Which lines of the entries contain the string "name"? Copy each of them.

[Dataset entries]
▼

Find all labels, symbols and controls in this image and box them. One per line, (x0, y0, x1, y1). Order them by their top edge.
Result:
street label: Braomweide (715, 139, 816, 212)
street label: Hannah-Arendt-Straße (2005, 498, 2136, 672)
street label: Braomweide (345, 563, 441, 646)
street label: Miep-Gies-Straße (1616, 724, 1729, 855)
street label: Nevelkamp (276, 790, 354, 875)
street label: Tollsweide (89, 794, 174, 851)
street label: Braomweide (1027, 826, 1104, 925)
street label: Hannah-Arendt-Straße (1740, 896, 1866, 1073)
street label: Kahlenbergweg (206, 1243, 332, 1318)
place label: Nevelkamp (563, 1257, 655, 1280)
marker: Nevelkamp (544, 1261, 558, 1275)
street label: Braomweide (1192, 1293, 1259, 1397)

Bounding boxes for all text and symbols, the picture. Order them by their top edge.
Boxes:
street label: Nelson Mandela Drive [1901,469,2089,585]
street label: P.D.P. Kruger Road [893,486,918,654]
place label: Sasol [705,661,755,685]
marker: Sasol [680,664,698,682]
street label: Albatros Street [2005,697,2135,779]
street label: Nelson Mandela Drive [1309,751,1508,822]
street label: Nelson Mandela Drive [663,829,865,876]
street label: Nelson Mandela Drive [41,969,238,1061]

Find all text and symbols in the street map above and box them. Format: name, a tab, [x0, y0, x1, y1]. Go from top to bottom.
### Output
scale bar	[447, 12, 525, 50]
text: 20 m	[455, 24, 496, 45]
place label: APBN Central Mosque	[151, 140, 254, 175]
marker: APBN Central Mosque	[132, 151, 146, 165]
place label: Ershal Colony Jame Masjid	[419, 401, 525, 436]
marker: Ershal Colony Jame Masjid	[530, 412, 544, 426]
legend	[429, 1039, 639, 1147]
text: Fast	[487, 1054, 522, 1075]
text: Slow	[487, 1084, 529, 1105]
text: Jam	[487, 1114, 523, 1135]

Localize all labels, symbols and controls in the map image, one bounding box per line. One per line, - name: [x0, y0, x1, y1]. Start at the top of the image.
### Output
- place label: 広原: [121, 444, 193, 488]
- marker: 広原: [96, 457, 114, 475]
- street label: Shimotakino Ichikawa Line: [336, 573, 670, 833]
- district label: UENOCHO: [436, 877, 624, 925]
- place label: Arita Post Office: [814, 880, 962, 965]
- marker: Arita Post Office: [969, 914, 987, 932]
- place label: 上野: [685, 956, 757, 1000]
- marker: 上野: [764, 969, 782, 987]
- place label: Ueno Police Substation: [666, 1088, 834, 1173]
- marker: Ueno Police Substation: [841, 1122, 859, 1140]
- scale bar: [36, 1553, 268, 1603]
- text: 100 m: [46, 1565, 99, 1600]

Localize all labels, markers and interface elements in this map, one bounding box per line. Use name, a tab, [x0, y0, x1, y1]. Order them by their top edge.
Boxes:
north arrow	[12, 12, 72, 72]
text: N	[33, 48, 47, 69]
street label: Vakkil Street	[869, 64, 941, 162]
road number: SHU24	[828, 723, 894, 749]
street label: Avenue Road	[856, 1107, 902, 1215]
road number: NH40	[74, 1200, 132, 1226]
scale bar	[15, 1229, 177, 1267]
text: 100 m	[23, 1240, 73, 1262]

▲

Result of this task ▸
Find all text and symbols in the street map above and box them. Format: name, a tab, [x0, y0, x1, y1]. Go from top to bottom.
Localize all labels, symbols and controls in the map image, one bounding box per line. One per line, - name: [x0, y0, x1, y1]. Start at the top of the image.
Localize all labels, markers and interface elements in this map, one bounding box per line. Use name, a tab, [x0, y0, x1, y1]. Order them by their top edge.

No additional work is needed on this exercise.